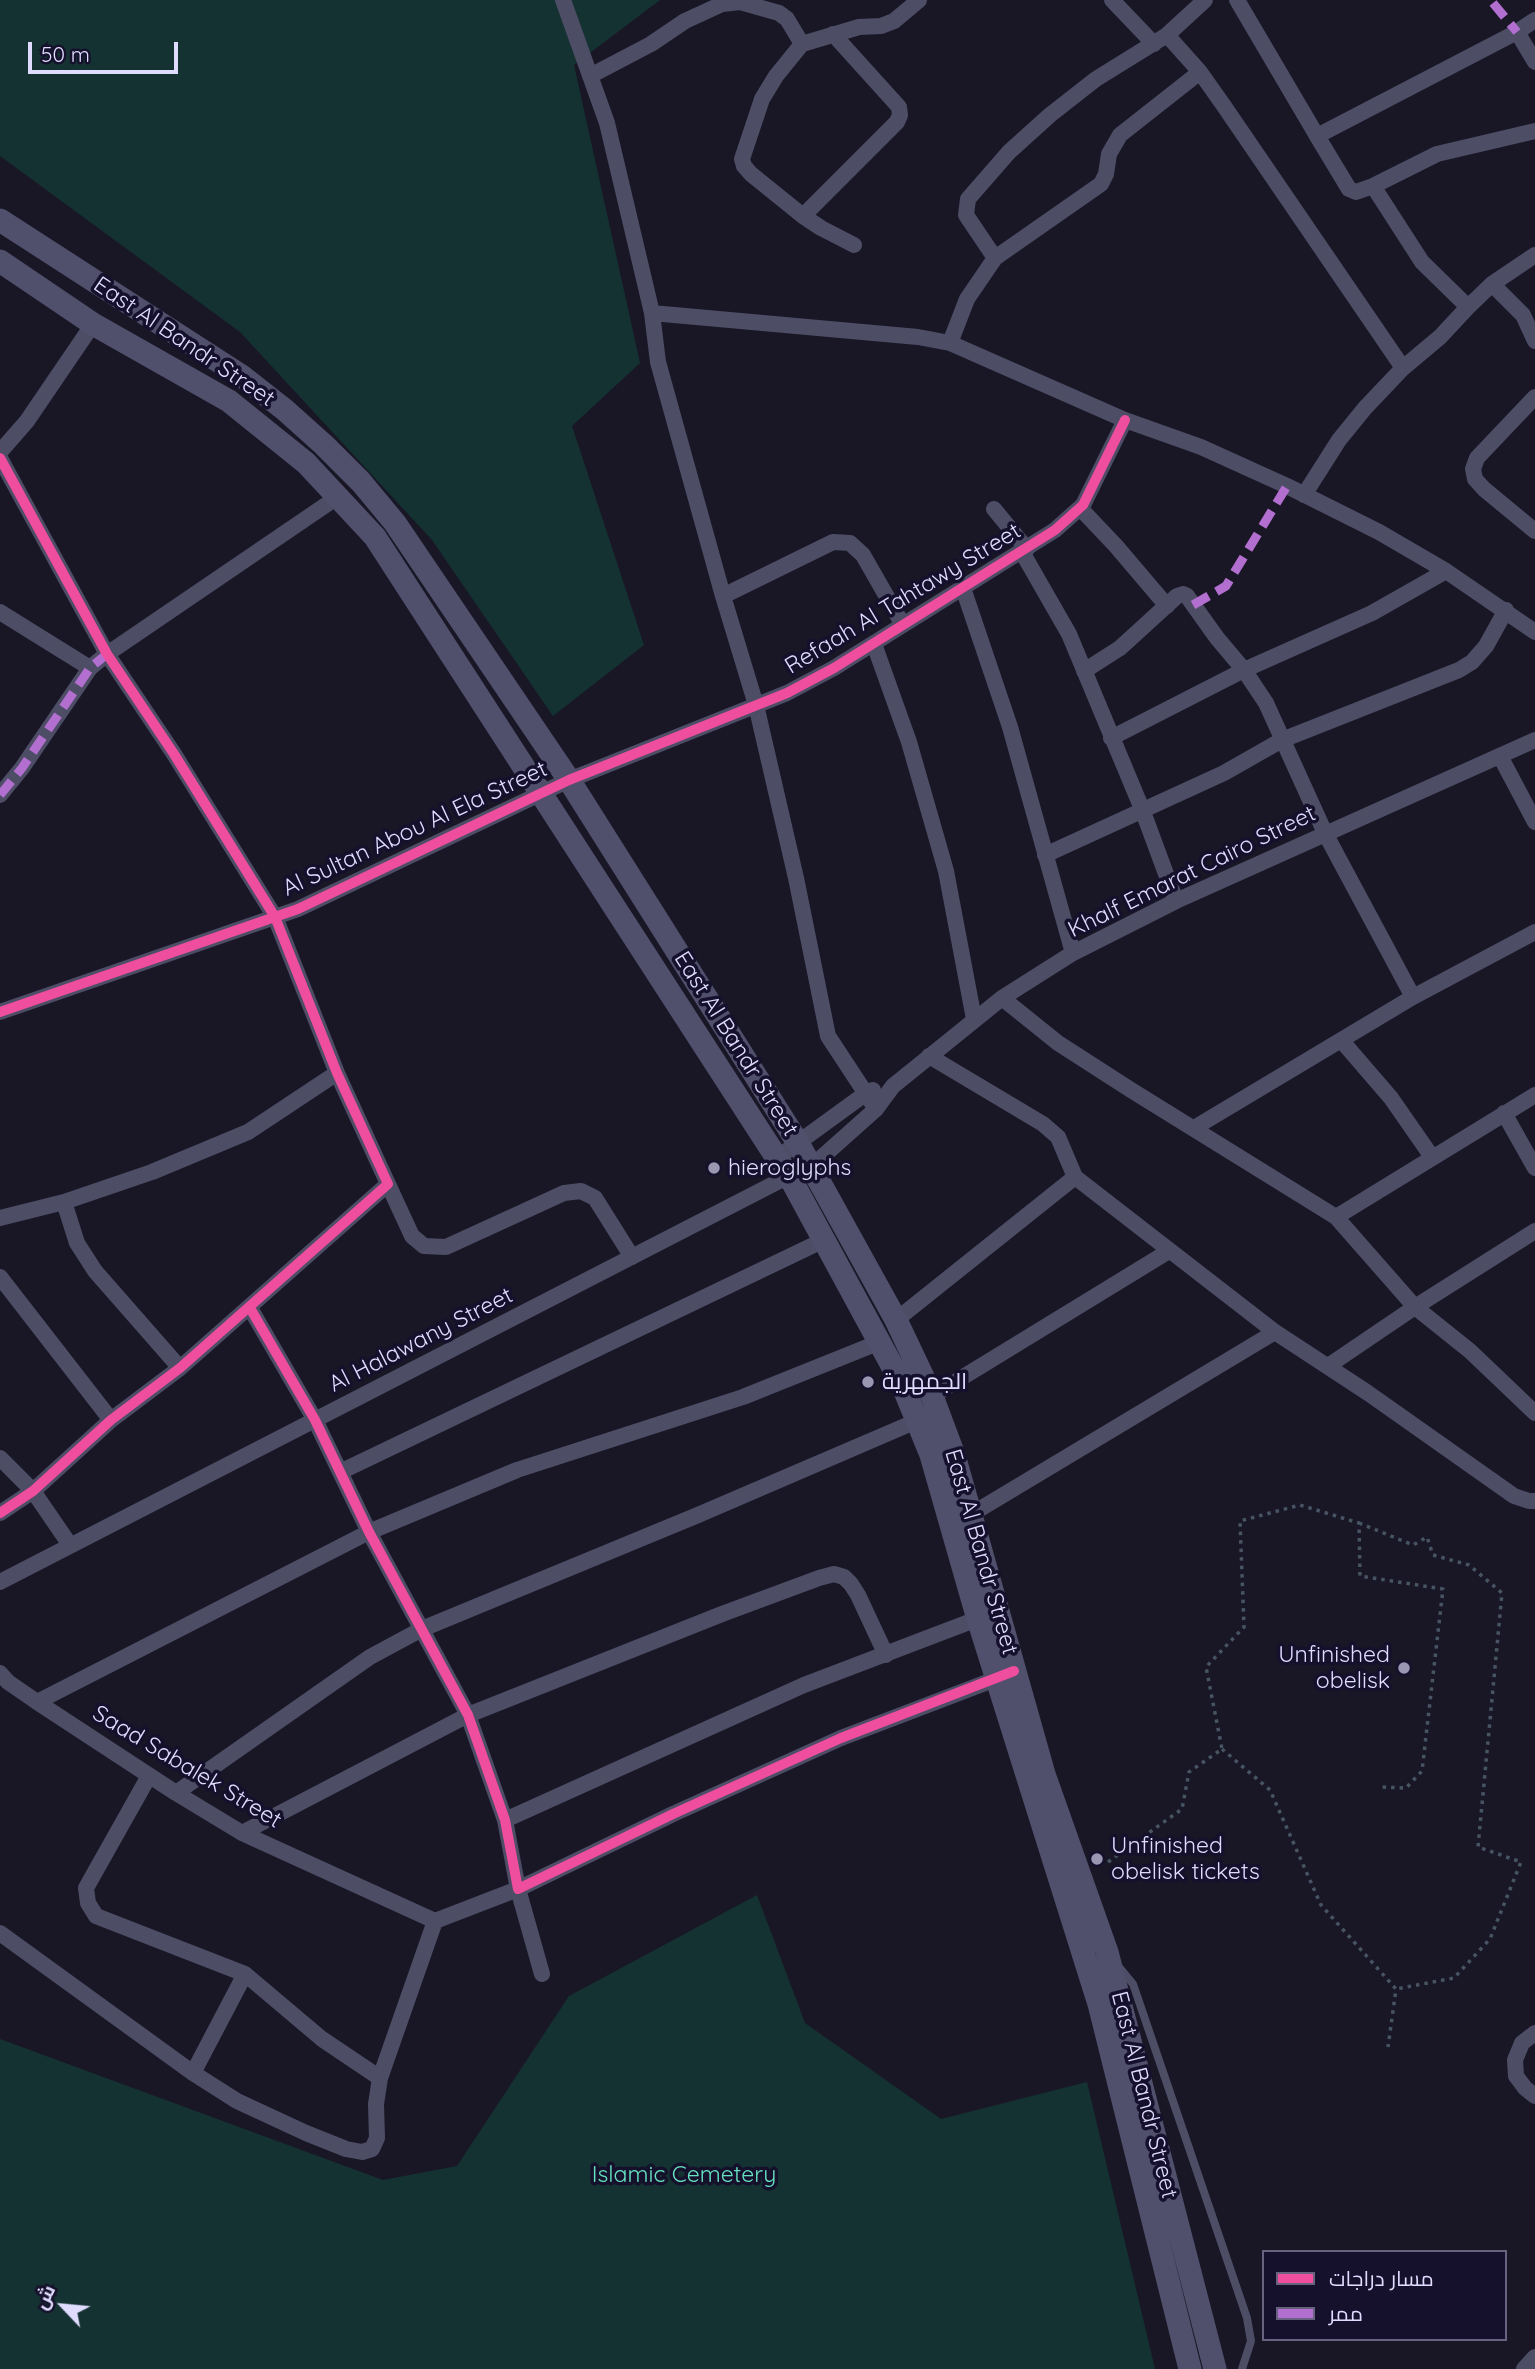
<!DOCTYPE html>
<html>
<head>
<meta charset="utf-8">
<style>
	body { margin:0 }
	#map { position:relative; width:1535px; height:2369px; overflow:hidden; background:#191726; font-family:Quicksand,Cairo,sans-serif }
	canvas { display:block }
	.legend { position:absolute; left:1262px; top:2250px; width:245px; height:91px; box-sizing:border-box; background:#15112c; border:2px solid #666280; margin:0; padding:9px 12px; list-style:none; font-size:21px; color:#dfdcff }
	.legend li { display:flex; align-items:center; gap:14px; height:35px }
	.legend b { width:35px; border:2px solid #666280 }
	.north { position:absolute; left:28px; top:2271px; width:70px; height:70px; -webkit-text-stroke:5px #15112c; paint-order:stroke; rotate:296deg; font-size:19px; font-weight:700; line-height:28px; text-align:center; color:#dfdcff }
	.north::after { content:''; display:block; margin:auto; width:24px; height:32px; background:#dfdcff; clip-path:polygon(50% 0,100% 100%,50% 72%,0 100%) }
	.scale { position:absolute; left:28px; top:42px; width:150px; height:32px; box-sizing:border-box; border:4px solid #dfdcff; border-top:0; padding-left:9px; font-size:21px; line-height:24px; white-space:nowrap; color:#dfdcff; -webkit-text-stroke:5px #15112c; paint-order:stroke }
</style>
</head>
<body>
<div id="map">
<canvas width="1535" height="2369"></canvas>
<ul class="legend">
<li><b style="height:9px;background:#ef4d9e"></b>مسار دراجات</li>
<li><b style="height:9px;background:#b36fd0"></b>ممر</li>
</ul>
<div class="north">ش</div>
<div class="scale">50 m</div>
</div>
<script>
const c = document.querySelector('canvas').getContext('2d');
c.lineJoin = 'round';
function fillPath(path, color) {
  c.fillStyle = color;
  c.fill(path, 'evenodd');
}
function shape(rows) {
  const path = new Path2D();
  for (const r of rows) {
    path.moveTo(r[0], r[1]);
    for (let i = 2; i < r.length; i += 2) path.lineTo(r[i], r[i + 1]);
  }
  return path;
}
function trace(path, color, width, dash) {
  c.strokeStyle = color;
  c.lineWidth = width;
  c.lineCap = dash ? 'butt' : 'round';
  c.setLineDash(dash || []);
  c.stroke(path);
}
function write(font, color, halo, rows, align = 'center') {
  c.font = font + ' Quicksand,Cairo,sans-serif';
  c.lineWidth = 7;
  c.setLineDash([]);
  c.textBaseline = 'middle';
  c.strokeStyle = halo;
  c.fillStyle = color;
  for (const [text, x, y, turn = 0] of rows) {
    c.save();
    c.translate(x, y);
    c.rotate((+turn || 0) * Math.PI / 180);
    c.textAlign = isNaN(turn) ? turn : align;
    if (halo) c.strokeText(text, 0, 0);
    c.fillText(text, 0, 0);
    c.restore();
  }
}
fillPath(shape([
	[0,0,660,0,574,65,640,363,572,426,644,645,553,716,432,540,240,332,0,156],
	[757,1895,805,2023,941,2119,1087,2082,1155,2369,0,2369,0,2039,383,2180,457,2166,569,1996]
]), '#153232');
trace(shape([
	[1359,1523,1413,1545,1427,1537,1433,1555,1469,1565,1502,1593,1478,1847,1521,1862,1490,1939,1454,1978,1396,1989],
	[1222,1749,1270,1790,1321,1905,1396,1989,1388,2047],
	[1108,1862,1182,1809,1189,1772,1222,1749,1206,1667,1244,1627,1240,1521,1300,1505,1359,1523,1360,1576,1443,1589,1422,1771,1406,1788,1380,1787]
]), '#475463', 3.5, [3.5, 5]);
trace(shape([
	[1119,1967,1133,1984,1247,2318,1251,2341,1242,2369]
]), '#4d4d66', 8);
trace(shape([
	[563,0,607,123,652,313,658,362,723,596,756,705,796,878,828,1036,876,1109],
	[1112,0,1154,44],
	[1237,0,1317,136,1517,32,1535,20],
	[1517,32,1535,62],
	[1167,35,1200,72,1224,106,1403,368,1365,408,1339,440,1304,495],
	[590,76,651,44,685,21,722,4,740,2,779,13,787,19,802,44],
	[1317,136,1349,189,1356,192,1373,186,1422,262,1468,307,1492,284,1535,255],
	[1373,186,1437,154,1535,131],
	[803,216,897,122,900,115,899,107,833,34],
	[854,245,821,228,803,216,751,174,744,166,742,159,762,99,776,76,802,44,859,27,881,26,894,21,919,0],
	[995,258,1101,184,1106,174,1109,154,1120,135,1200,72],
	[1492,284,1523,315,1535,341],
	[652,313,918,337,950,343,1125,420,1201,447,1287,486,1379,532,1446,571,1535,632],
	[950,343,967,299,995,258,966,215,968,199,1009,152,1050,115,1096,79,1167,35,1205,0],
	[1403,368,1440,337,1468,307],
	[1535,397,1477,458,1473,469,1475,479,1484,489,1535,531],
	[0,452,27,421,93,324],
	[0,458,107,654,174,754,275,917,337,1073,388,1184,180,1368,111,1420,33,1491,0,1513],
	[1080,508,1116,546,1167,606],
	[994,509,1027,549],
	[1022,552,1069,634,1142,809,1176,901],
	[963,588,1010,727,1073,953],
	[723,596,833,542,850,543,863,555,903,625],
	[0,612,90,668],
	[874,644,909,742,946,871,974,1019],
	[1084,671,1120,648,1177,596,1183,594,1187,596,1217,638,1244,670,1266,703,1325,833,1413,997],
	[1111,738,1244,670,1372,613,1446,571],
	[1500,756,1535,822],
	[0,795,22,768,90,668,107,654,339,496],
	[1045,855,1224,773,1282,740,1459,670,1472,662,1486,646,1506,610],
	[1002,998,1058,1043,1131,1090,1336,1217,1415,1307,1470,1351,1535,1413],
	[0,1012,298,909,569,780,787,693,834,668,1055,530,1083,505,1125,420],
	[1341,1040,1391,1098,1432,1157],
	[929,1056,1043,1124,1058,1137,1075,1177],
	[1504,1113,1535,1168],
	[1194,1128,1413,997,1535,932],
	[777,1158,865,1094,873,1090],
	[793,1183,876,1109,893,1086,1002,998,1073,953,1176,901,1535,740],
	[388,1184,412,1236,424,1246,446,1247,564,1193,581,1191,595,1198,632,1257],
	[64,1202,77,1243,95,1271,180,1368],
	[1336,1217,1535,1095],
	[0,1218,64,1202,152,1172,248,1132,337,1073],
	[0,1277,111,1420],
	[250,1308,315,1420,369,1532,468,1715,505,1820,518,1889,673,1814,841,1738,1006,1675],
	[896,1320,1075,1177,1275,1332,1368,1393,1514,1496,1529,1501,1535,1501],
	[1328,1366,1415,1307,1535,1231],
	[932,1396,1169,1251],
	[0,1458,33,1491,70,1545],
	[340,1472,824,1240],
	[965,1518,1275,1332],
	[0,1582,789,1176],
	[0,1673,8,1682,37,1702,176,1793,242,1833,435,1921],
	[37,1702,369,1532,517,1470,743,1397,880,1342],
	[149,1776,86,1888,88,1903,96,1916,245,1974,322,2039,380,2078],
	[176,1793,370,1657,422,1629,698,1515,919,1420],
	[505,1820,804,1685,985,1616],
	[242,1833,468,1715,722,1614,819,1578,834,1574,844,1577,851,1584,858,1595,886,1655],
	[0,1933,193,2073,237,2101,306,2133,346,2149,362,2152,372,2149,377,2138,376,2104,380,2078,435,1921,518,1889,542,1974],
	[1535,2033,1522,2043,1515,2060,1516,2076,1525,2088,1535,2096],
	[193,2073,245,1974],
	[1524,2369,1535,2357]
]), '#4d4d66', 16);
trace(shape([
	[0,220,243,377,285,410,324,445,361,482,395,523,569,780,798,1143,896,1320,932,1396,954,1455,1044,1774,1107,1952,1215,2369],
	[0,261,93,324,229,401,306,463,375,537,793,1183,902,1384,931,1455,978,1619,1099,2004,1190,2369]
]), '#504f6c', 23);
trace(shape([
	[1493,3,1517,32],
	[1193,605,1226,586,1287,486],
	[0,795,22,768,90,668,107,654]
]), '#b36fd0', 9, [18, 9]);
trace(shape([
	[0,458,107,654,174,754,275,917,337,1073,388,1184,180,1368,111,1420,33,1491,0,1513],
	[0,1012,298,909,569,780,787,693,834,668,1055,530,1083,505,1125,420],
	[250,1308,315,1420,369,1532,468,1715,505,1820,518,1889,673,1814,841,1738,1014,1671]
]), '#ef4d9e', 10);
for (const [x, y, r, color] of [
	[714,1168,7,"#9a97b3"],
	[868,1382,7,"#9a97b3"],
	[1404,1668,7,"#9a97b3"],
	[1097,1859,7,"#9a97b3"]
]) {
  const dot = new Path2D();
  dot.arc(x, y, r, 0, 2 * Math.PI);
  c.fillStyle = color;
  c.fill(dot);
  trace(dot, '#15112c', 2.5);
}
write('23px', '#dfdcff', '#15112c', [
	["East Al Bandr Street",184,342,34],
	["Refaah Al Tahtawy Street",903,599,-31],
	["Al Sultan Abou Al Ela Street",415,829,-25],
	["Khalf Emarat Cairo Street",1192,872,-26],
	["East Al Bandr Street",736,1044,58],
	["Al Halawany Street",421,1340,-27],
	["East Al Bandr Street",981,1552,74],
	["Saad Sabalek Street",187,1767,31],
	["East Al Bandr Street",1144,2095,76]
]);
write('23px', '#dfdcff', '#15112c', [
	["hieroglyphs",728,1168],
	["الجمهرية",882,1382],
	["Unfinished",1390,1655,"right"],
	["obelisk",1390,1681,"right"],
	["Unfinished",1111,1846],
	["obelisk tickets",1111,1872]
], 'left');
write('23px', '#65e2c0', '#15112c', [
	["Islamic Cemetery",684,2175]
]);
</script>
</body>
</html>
....
Assignment: Could you copy out every line in the material above that contains the string "Math"?

Finished exercise:
    c.rotate((+turn || 0) * Math.PI / 180);
  dot.arc(x, y, r, 0, 2 * Math.PI);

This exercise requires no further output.